简体   繁体   中英

C++, array declaration, templates, linker error

There is a linker error in my SW. I am using the following structure based on h, hpp, cpp files. Some classes are templatized, some not, some have function templates. The SW contains hundreds of included classes...

Declaration:

test.h
#ifndef TEST_H
#define TEST_H

class Test
{
   public: 
        template <typename T>
        void foo1();

        void foo2 ();
};

#include "test.hpp" 

#endif

Definition:

test.hpp
#ifndef TEST_HPP
#define TEST_HPP

template <typename T>
void Test::foo1() {}

inline void Test::foo2() {} //or in cpp file

#endif

CPP file:

test.cpp
#include "test.h"

void Test::foo2() {} //or in hpp file as inline

I have the following problem. The variable vars[] is declared in my h file

test.h
#ifndef TEST_H
#define TEST_H

char *vars[] = { "first", "second"...};

class Test
{
    public: void foo();
};

#include "test.hpp"

#endif

and used as a local variable inside foo() method defined in hpp file as inline.

test.hpp
#ifndef TEST_HPP
#define TEST_HPP


inline void Test::foo() {
    char *var = vars[0];   //A Linker Error
}

#endif

However, the following linker error occurs:

Error   745 error LNK2005: "char * * vars" (?vars@@3PAPADA) already defined in main.obj

How and where to declare vars[] to avoid linker errors? After including

#include "test.hpp"

it is late to declare it...

As I wrote, the software contains a lot of cpp, and hpp files included each other (all includes have been checked). It is not possible to send the whole example...

The main.obj represents a file which contains the main class.

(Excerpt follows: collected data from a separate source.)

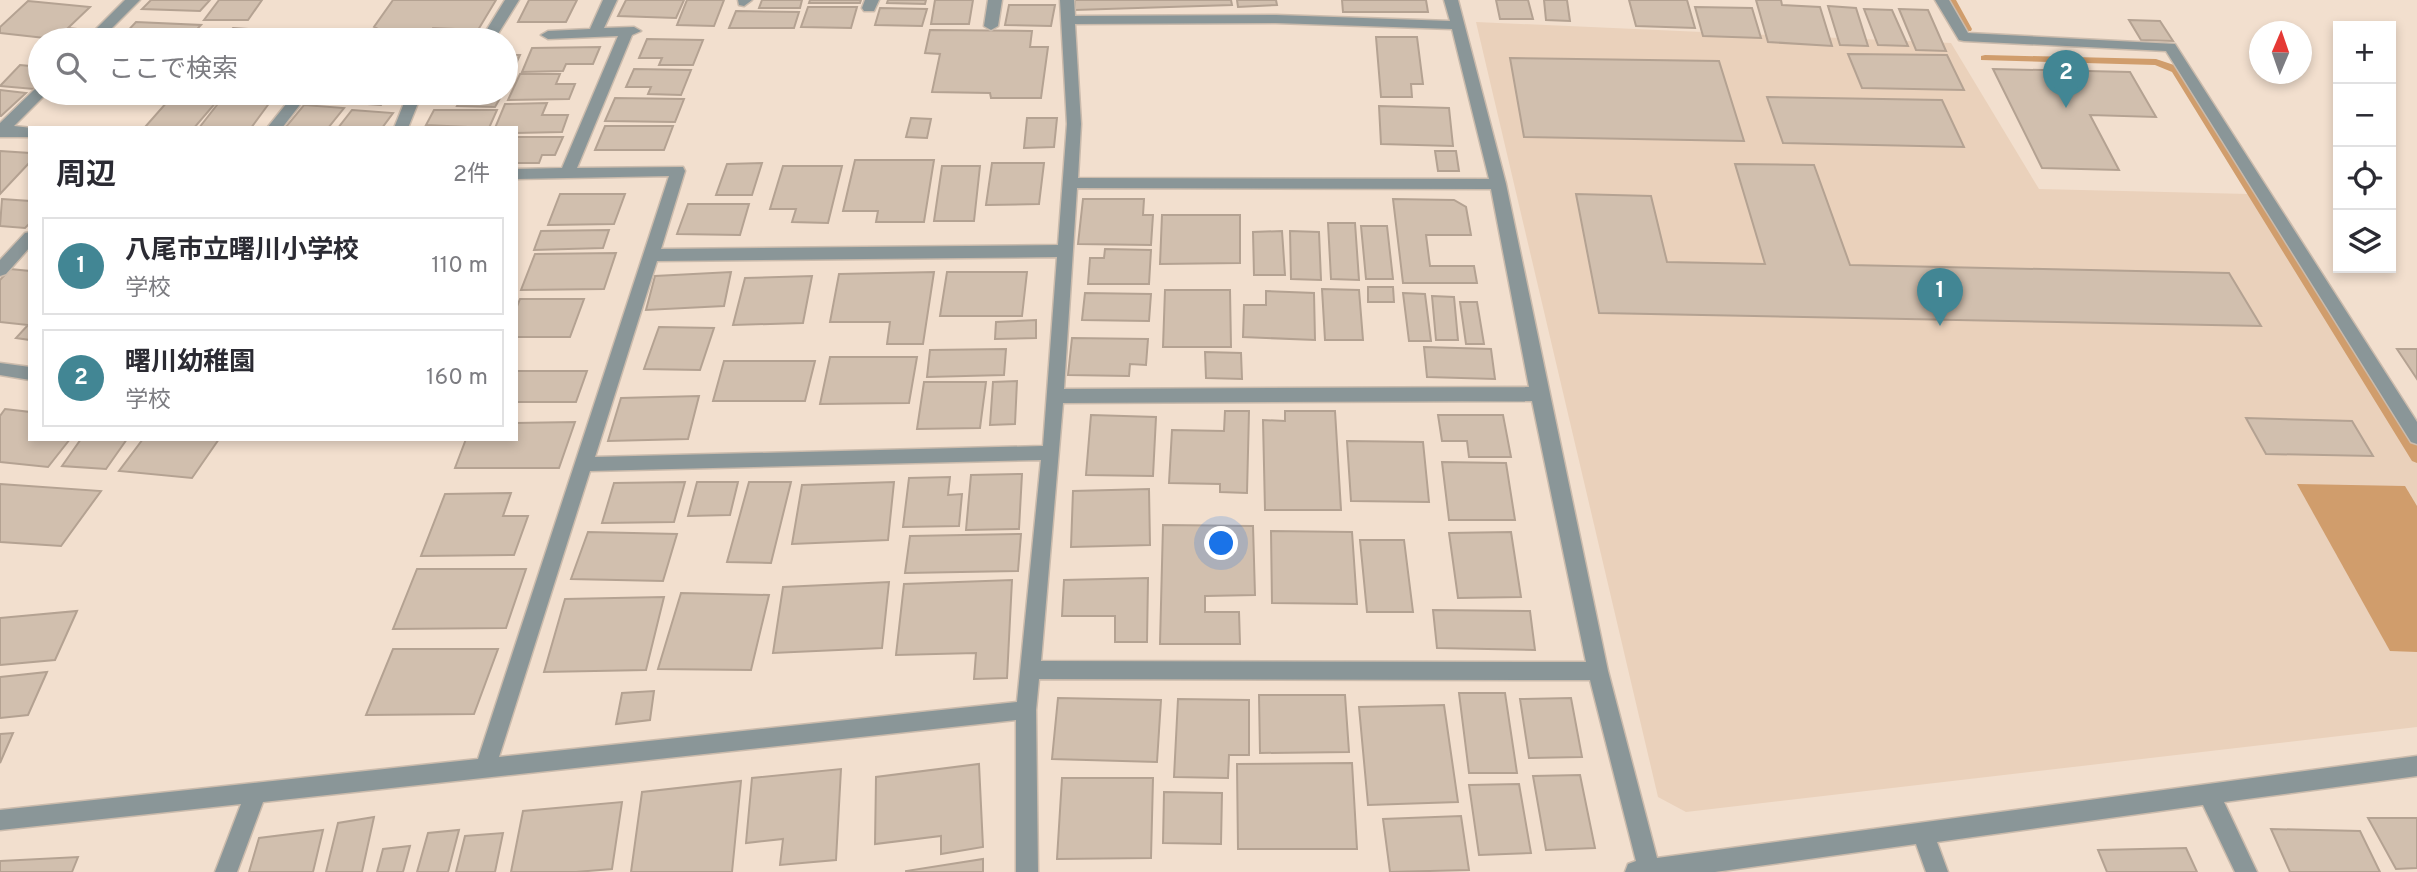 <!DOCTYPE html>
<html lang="ja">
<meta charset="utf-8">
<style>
:root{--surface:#fff;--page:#f2f2f3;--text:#2b2b33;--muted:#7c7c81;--line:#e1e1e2;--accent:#428694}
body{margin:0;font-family:Overpass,"Noto Sans JP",sans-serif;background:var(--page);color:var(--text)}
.controls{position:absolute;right:21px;top:21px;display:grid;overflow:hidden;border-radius:0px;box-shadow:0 4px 10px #0003}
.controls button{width:63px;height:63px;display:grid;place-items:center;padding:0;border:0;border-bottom:2px solid var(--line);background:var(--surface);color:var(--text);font:35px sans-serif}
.compass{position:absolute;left:2249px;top:21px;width:63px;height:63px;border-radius:50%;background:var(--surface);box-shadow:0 4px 10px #0003;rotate:2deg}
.you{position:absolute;left:1222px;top:544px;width:24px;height:24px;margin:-18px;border:5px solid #fff;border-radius:50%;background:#1a73e8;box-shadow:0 0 0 10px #1a73e833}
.badge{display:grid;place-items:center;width:46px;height:46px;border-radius:50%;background:var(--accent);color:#fff;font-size:23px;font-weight:700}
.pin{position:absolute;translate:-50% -58px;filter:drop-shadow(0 2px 4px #0008)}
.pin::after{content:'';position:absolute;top:37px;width:24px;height:21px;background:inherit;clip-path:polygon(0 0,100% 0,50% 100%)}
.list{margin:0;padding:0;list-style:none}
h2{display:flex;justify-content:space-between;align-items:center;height:91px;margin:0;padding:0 28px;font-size:30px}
h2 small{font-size:23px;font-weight:400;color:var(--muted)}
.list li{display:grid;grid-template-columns:46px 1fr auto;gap:21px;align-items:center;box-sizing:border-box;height:98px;margin:0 14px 14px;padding:0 14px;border:2px solid var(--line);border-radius:0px}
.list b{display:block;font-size:26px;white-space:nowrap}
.list p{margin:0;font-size:23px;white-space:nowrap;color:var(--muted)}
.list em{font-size:23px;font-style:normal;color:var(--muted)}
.icon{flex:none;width:38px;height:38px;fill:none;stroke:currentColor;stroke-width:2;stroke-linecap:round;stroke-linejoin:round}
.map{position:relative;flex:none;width:2417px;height:872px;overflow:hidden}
.search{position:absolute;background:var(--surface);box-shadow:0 4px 10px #0003;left:28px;top:28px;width:490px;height:77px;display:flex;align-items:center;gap:18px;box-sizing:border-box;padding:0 24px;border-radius:38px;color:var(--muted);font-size:26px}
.panel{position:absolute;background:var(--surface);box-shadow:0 4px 10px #0003;left:28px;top:126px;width:490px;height:315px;border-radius:0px}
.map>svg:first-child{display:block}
</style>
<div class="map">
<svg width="2417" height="872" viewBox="0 0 2417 872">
<rect width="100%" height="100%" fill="#f2dfce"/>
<path fill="#ead1bb" d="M1476,22L1951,43L2039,189L2249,194L2417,459V727L1686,812L1658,797Z"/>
<path fill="#d09d6c" d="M2297,484L2405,486L2417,506V652L2390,651Z"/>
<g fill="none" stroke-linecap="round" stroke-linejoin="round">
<path fill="#d09d6c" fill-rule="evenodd" d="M1946,0H1956L1972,29L1971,31H1963Z
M1985,55L2156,59L2180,67L2417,445V463L2412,461L2172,72L2155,65L1981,60V56Z"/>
</g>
<path fill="#d1bfae" stroke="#b4a292" stroke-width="2" d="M151,0H210L200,11L142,9Z
M219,0H262L248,20H204Z
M393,0H496L478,30L433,28L425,40H400L374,27Z
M529,0H577L566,22H518Z
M626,0H684L676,18L618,16Z
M687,0H724L714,26L677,25Z
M762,0H802L800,8H759Z
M810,0H861L860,3H809Z
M888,0H926L925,4L887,3Z
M935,0H973L969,24H931Z
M1075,0H1231L1232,5L1075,10Z
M1237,0H1276L1277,5L1238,7Z
M1342,0H1426L1428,12H1343Z
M1496,0H1528L1533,19H1500Z
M1544,0H1567L1570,21L1546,20Z
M1629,0H1687L1695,28L1636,26Z
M1756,0H1781L1782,5L1820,7L1832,46L1768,42Z
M28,1L90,7L68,28L96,31L86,40H43L45,38L0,33V27Z
M1009,5H1055L1051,26L1005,25Z
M1828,6L1856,8L1868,46L1840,45Z
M808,7H857L851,28L801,27Z
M1695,7L1752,8L1761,38L1703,36Z
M880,8L927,9L922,26L875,25Z
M1864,9L1892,10L1908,46L1878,45Z
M1899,9L1928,10L1946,51L1916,50Z
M736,11L799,12L794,28H729Z
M2129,20L2160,21L2173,41L2141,40Z
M136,22L201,25L187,40H119Z
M233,28L277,31L269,40H222Z
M292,29L339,31L332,40H283Z
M930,30L1032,31L1030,47H1048L1041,98H991L990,93L932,92L940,54L925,53Z
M349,35L391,38L389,40H344Z
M1376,37H1417L1423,84H1411L1412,97H1381Z
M647,39L703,40L693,65H659L662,58H639Z
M600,47L593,64H566L563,71L522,72L532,48Z
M1848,54L1947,55L1964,90L1862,88Z
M506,55H520L510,77H506Z
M1510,58L1719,61L1744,141L1524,137Z
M20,65L40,67V83L34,89L0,86Z
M634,69L691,70L681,95L648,94L651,87H626Z
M1993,69L2130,72L2156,117L2090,115L2119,170L2042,168Z
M520,74H560L556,84H575L569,99L508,100Z
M0,90L26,93L1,116H0Z
M175,93H224L194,128L145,127Z
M329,93H390L381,105L323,101Z
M441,93H503L495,107L457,106L463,96H439Z
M224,96L273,98L251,128H199Z
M1767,97L1942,100L1964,147L1783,143Z
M615,98L684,99L675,122L605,121Z
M547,103L542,115H568L562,132L516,133V128H495L505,104Z
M304,105L344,108L328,128H285Z
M1379,106L1449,108L1453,146L1381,144Z
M352,110L393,113L382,128H338Z
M434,110H497L489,128L426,125Z
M911,118L931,119L927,138L906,137Z
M1027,118H1057L1054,147L1024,148Z
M605,126H673L664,150H595Z
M516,137H563L555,155H542L539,163H516Z
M0,151L30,153V162L0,194Z
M1435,151H1456L1459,171H1438Z
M855,160H934L924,222H876L878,211H843Z
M762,163L752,195H716L727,164Z
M992,163H1044L1039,204L986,205Z
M1735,164L1814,165L1850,265L2229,273L2261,326L1599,313L1576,194L1651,196L1667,262L1765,264Z
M783,166H842L828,223L792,222L796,209H770Z
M942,166H980L974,221H934Z
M560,194H625L614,224L548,225Z
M2,199L30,201V223L25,228L0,226Z
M1083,199H1144L1143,215H1153L1151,245L1078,244Z
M1393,199L1454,200L1466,207L1471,235H1426L1430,266H1474L1477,283H1403Z
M688,204H749L740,235L677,234Z
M1162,215H1240V263L1160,264Z
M1328,223H1355L1359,280L1331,279Z
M1361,226H1387L1393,279H1366Z
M609,230L603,248L534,250L541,231Z
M1282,231L1285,275H1254L1253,232Z
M1290,231L1319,232L1321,280L1291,279Z
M1105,249L1151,250L1149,284H1088L1090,258H1104Z
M616,253L604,289L521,290L535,254Z
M10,269L30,271V340L16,338L28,325L0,322V280Z
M731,272L724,306L646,310L655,276Z
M934,272L923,344H887L890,322H830L839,274Z
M947,272H1027L1022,316H940Z
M812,276L803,323L733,325L745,278Z
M1368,287H1393L1394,302H1368Z
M1322,289L1359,290L1363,340H1325Z
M1165,290H1230L1231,347H1163Z
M1266,291L1314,293L1315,340L1243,337L1244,305H1266Z
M1085,293L1151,294L1149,321L1082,320Z
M1403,293L1425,294L1431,341H1409Z
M1432,296L1454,297L1458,340H1436Z
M520,299H584L570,337H516V309Z
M1460,302H1477L1484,344H1466Z
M1036,320V338L995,339L996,322Z
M659,327L714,328L700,370L644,369Z
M1072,338L1148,339L1146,365L1130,364L1129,376L1068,375Z
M1424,347L1491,349L1495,379L1427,377Z
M1006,349L1004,375L927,377L930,350Z
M2397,349H2417V379Z
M1205,352L1241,353L1242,379L1206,378Z
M830,357H917L909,403L820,404Z
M724,361H815L805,401H713Z
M516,371H587L576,402H516Z
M1017,381L1015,424L990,425L993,382Z
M924,382H986L980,428L917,429Z
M699,396L688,439L608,441L621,398Z
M5,409L30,412V439H70L48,467L0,462V416Z
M1225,411H1249L1247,493L1220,492V484L1169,483L1172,430L1224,431Z
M1285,411H1335L1341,510H1265L1263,420L1285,421Z
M1091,415L1156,417L1153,476L1086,475Z
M1438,415H1503L1511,457H1469L1467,441H1442Z
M2246,418L2352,421L2373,456L2266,454Z
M575,422L559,468H455L466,439H516V423Z
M81,439H127L106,469L62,466Z
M143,439H219L192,478L119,471Z
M1347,441L1423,442L1429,502L1351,501Z
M1442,462L1506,463L1515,520H1449Z
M1022,474L1019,529L966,530L971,475Z
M950,477L948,495L962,494L959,526L903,527L909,478Z
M685,482L674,522L602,523L614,483Z
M697,482H738L730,515L688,516Z
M749,482H791L771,563L727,562Z
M894,482L888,540L792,544L802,485Z
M0,484L101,491L61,546L0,542Z
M1149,489L1150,545L1071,547L1073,491Z
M511,493L503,516H528L514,555L421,556L445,494Z
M1163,525L1253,526L1255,595L1205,596V612H1239L1240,644H1160Z
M1271,531L1352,532L1357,604L1272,603Z
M588,532L677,534L663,581L571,579Z
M1511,532L1521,597L1458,598L1449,533Z
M1021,534L1018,571L905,573L910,536Z
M1360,540H1404L1413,612H1367Z
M417,569H526L506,628L393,629Z
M1148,578L1147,642H1115V616H1062L1064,580Z
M1012,580L1007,678L974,679L976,653L896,655L904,584Z
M889,582L882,648L773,653L783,587Z
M681,593L769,595L751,670L658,669Z
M664,597L646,670L544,672L565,599Z
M1433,610L1530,611L1535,650L1437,648Z
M77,611L55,660L0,665V618Z
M393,649H498L474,714L366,715Z
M47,672L28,715L0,718V677Z
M654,691L650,720L616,724L622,693Z
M1459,693H1505L1517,773H1469Z
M1259,695H1345L1349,752L1260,753Z
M1058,698L1161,700L1157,762L1052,759Z
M1571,698L1582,757L1529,758L1520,699Z
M1178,699L1249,700V755H1229L1228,778L1174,777Z
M1444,705L1458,802L1368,805L1359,707Z
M13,733L0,763V734Z
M1352,763L1357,849H1238L1237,764Z
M979,764L983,847L941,854V836L875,844L876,777Z
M841,769L836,860L780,865L783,839L746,843L752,778Z
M1580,775L1595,848L1546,850L1533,776Z
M1062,778H1153L1151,858L1057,859Z
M741,781L732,872H631L642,792Z
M1519,784L1531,853L1479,855L1469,785Z
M1164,792L1222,793L1221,844L1163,843Z
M622,802L612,869L576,872H511L523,811Z
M1461,816L1469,870L1390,872L1383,819Z
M374,817L362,872H326L338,823Z
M2368,818H2417V868L2396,869Z
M2271,829L2360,831L2380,872H2290Z
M323,830L313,872H249L259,838Z
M459,830L448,872H417L428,833Z
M503,833L495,872H456L465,836Z
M410,846L403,872H377L383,849Z
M2186,848L2197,872H2107L2098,850Z
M78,857L72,872H0V861Z
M983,859V872H906V871Z"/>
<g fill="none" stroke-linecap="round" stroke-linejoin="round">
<g stroke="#cbbbac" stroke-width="3">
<path id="minor" d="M125,0H140L100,40H85Z
M505,0H519L496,37H486L484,34Z
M603,0H617L604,28L634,27L641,31L632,35L577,168L683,167L685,171L661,249L1058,245L1067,124L1060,0H1074L1075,16L1276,15L1450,21L1444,0H1458L1506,184L1608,671L1657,858L2417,756V776L2224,802L2257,872H2235L2203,805L1937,842L1948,872H1926L1916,844L1715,872H1625L1628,864L1636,861L1590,680L1039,679L1036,710L1038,872H1016V720L263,802L237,872H215L241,804L0,830V810L478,759L669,176L516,179V169L562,168L618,36L548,39L541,35L548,31L590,29ZM1276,23L1452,29L1489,179L1078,178L1081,124L1075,24ZM1077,188L1491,189L1529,387L1064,389ZM1057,257L1043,446L595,457L657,261ZM1532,401L1586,662L1041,661L1063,403ZM1041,460L1017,702L499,757L590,471Z
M738,0H752L744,6L739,5Z
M865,0H879L874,11H864L862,8Z
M988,0H1002L998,26L991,30L984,26Z
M1935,0H1949L1968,33L2175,44L2417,422V444L2411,442L2166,51L1964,41L1959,40Z
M40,88V93H47L14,126L32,128H30V137H0V123L35,89Z
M295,93H309L282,128H267Z
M408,93H422L408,128H394Z
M30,232V247L6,274L0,276V260L25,233Z
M0,363L30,367V380L0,375Z"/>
</g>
<use href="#minor" fill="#8a9698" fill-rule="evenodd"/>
</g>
</svg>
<div class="controls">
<button>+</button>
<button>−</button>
<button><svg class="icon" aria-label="locate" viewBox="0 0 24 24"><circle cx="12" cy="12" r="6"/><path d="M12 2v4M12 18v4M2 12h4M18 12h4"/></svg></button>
<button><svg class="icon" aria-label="layers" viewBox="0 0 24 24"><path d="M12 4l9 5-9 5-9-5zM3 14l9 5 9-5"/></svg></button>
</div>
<svg class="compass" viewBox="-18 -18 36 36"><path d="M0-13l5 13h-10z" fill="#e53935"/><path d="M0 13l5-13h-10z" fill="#7c7c81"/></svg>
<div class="you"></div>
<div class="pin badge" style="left:1940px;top:326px">1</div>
<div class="pin badge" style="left:2066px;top:108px">2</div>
<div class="search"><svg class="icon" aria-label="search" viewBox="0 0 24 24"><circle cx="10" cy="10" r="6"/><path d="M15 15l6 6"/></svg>ここで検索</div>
<section class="panel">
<h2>周辺<small>2件</small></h2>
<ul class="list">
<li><span class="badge">1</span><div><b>八尾市立曙川小学校</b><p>学校</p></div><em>110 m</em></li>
<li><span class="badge">2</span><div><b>曙川幼稚園</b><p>学校</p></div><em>160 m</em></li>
</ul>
</section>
</div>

Declare vars in the header with extern linkage

extern const char* vars[];

and define it in exactly one source file

const char* vars[] = {"foo", "bar"};

Note the const , the conversion from string literals to char* is deprecated. The way you have it now, you're violationg the One definition rule (You're redefining vars in every translation unit your header is included in).

I think you just need this in test.hpp

extern char *vars[];

...and this in test.cpp

char *vars[] = { "first", "second"...};

I assume you are not declaring two classes both named Test . If you are, that will cause you no end of problems. You are not allowed to do this.

So I assume the full declaration of class Test looks like this:

class Test
{
 public:
   void foo();

   template <typename T>
   void foo1();

   void foo2 ();
};

If this is the case, then your problem is clear.

You need to change the definition of vars . You need to have this in test.h :

extern char *vars[];

And this in test.cpp :

char *vars[] = { "first", "second"...};

Otherwise the compiler will think you're trying to declare a new version of vars in every file.